N.Y. Photo Curator: Global Photography Awards- 'Where Photography & Philanthropy Meet' FIRST PLACE: ELLEN FRIEDLANDER 'Union Station' (Click on image for larger view)
UNION STATION by Ellen Friedlander
(Click on image for larger view)

Review by curator Adam Finkelston:
"Ellen Friedlander’s image, Union Station, speaks to the themes of connection and disconnection all in the same image. The space is divided into three sections, showing figures on a busy street, at the end of an alleyway, and inhabiting a large interior space.

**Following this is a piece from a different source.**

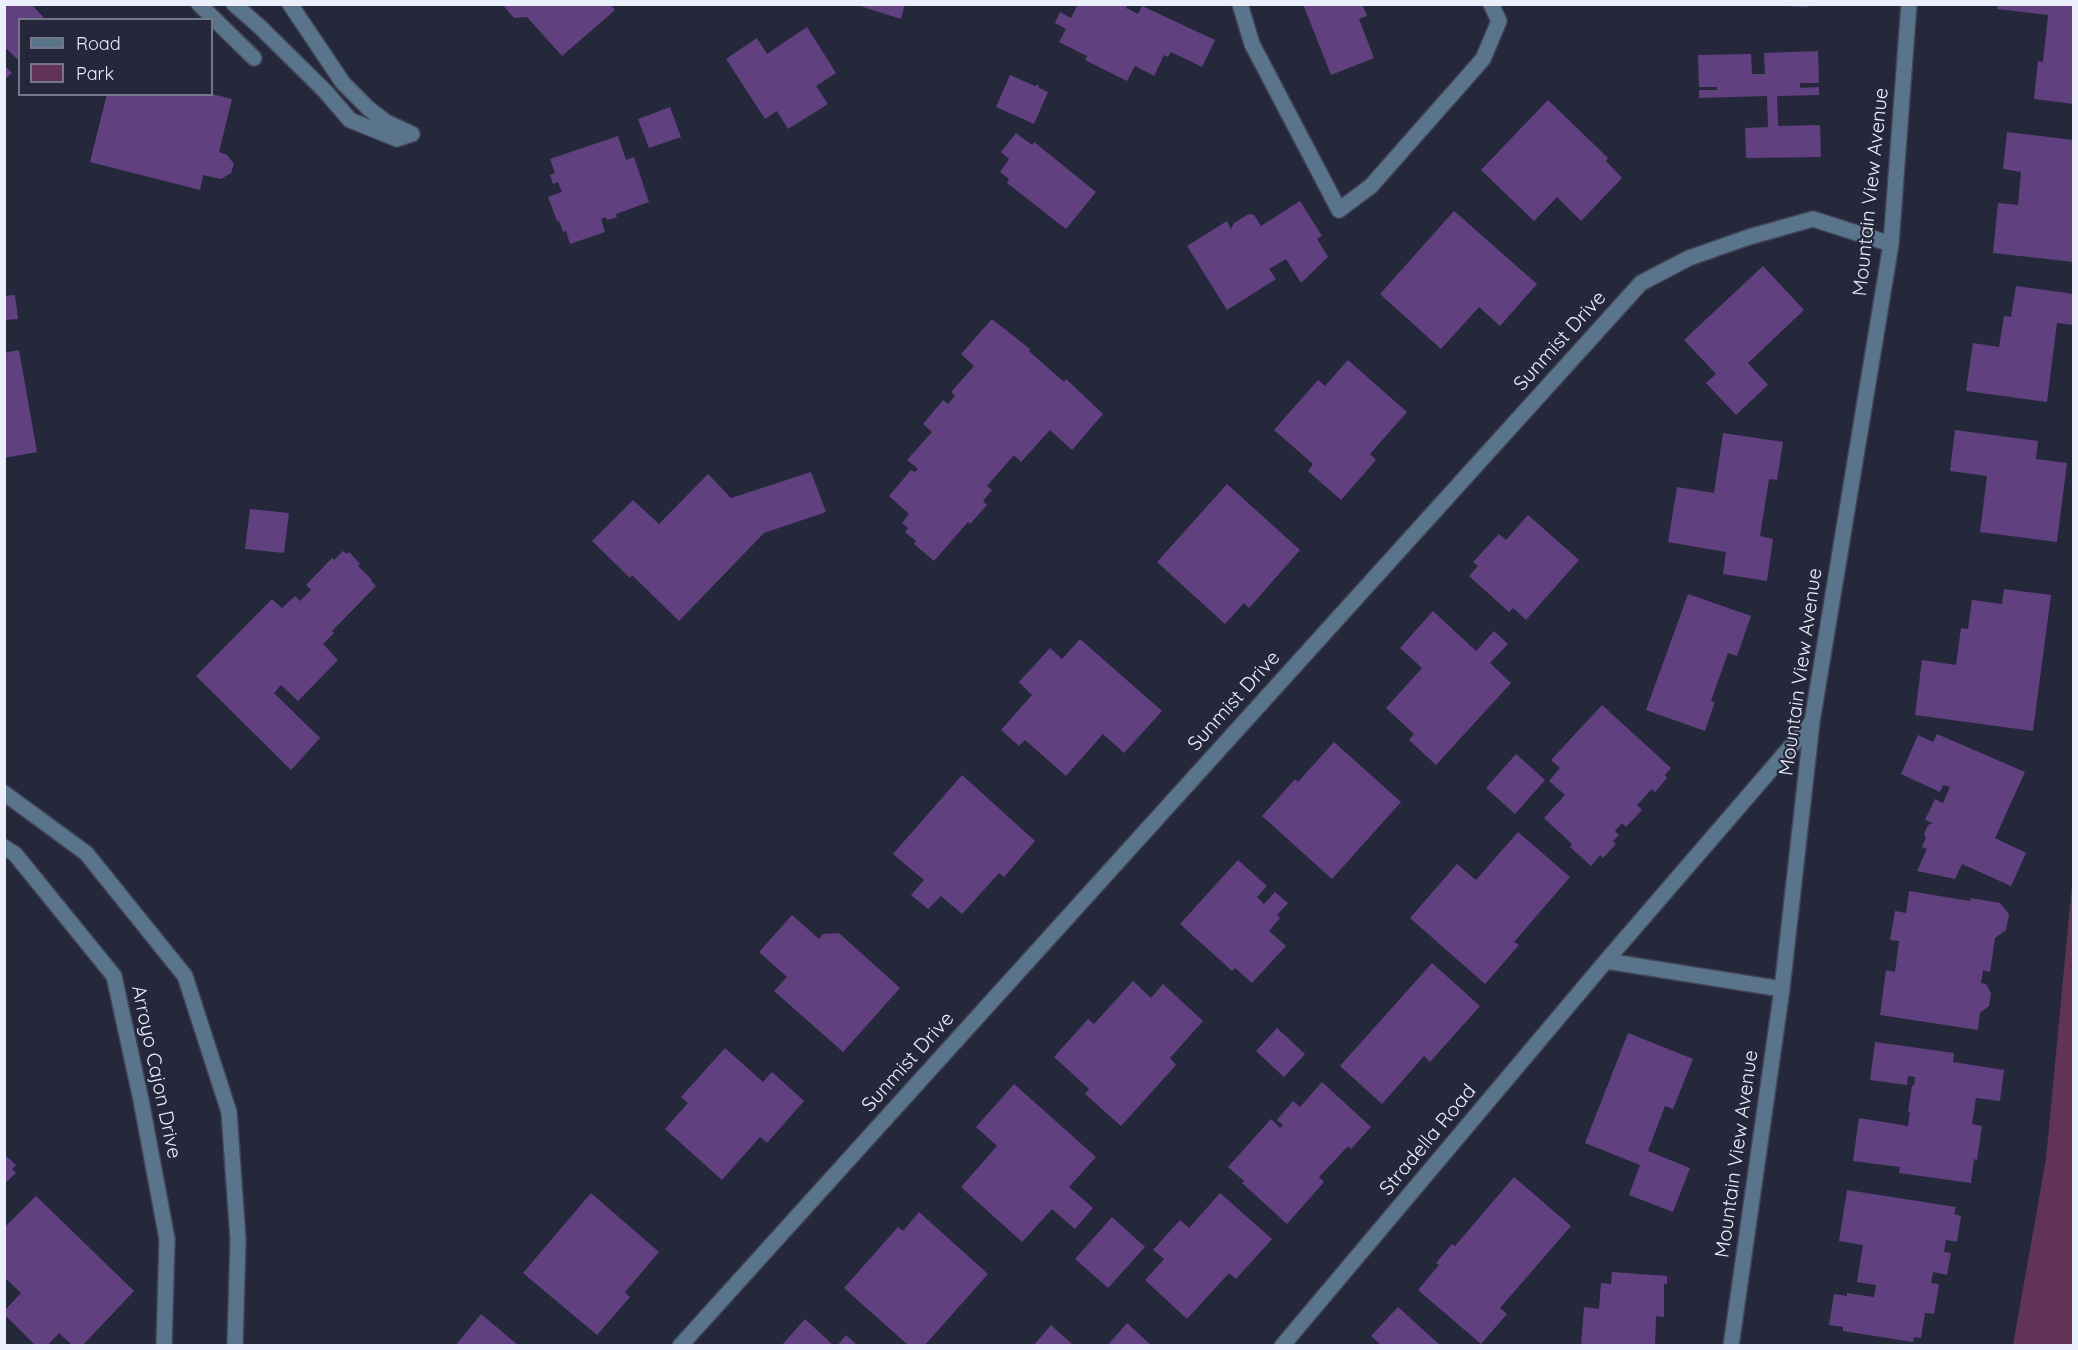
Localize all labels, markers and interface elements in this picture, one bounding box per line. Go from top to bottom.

Figures are separated by walls, alleyways and doorways. They go their own ways, oblivious to one another yet still connected in various ways. One appears to be checking a phone message. He is part of a group of people wearing costumes perhaps on their way to a Comicon or similar event. A tunnel occupies the center of the composition, forcing our vision deep into the image. The space throughout the image forces our vision in and out, forward and backward. Other figures walk into a lobby area, perhaps of a hotel or shopping mall? All seem to be going somewhere with a sense of purpose. Their thoughts and cares are wrapped up in themselves even as they navigate public spaces. The figures show how we can be distanced from each other while occupying the same physical spaces. All the while, the camera’s eye – our eye – follows them. But are we voyeurs or participants, or both? Are we among them or do we watch in third person?

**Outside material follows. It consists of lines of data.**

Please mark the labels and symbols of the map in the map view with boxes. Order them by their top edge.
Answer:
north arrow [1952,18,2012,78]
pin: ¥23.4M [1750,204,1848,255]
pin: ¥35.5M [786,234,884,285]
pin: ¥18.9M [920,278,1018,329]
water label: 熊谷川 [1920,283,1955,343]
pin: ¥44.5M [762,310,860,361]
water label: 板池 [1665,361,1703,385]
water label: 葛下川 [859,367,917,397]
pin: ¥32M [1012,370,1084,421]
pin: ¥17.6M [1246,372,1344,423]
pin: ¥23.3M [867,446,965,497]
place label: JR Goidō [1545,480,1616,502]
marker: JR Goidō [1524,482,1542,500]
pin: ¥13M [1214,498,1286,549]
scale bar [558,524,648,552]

Though made before the virus outbreak, the image can be interpreted as a commentary on the connections between public and private spaces, individual and collective goals, and the deep need for connectivity to larger communities. Friedlander’s image, for me, distills the pace of life, the combination of ambivalence and reliance between people, and the physicality of private vs. public, inside vs. outside. One thing I like about the image is that the artist gives us an objective look at how people interact. It is up to us to decide if the image is hopeful or pessimistic, if we are one of them or not. In that sense, the image is also a window into our own world view."

Adam Finkelston asks Ellen Friedlander, "Why did you feel this image related to the theme of Connections?"

Ellen Friedlander says, "To be perfectly honest, I struggled with the theme and searched my catalog for a couple of weeks before settling on submitting my Extended Frame photograph “Union Station.” My intention in choosing this photograph was to push and challenge the idea of what it means to connect. This photograph captured people completely absorbed in their own worlds within a public space, connected to the importance of the moment and oblivious to anyone around them. In that way, I felt they were all connected."
Finkelston asks, "What is your own experience with feelings of connectivity and/or disconnection? What kinds of things make you feel connected or grounded?"

Friedlander says, "When I made this photograph, I was living in Orange County and driving into Los Angeles weekly to meet street photographers through the Los Angeles Center of Photography led by Julia Dean. I have moved 14 times and twice internationally and I felt very much alone and isolated where I lived and I think this emotional state of being helped me see people objectively going about their daily lives oblivious to the people or things around them.
Making photographs helps me to feel connected and grounded to a city and feel that I belong. When I created this Extended Frame photograph of Union Station, there was a flow. The man in the superhero costume, the young father holding his baby and the rushing commuters were all lost in their own worlds and putting them together connected them to each other and this seemed to speak to me and tell a bigger story."
Finkelston asks, "Do you read your own image differently now after the coronavirus pandemic or do you resist allowing that to color your point of view?"

Friedlander says, "As I contemplate answering this question, it is the 4th week of a state mandated order to Shelter in Place here in Los Angeles. Since the onset of the Pandemic I have been compelled to make photographs almost every day of the changing landscape in my home, neighborhood and on the streets in LA. I notice that I am more acutely aware of seeing the nuances of color, light and the absence of what I took for granted: people on the street.  However, I do not transfer the pandemic experience onto previously made work because I honor the past as it resonated at that time and I will honor the future with a fresh eye when the virus is contained."

More about Ellen Friedlander:

Friedlander says, "As a fine art and documentary photographer, I enjoy challenging myself to see different ways of interpreting life on the street. I look for singular moments that can be combined to convey the complexity of everyday life. The resulting photographs in Extended Frame reveal unexpected connections, challenging our idea of what is real and reflecting on the unpredictable, idiosyncratic, and inscrutable nature of the human experience."

Ellen Friedlander is a fine art and documentary photographer who uses the ideas of memory, displacement, and photographic truths to make the unseen visible. 

Friedlander has exhibited her work internationally, including venues such as the United Jewish Congregation in Hong Kong, Saint Xavier University in Chicago, and various galleries in Los Angeles and Crakow, Poland.

She has been featured in Lenscratch, The Hand Magazine, and The Candid Frame, Episode #499.

Most recently, her work was included in the Winter 2019 Focus Photo LA Top 20.  Friedlander received her BFA from Ithaca College and a MA from the University of Florida in Gainsville, Florida. Friedlander spent fifteen years in Hong Kong before moving to California. She currently lives and works in Los Angeles.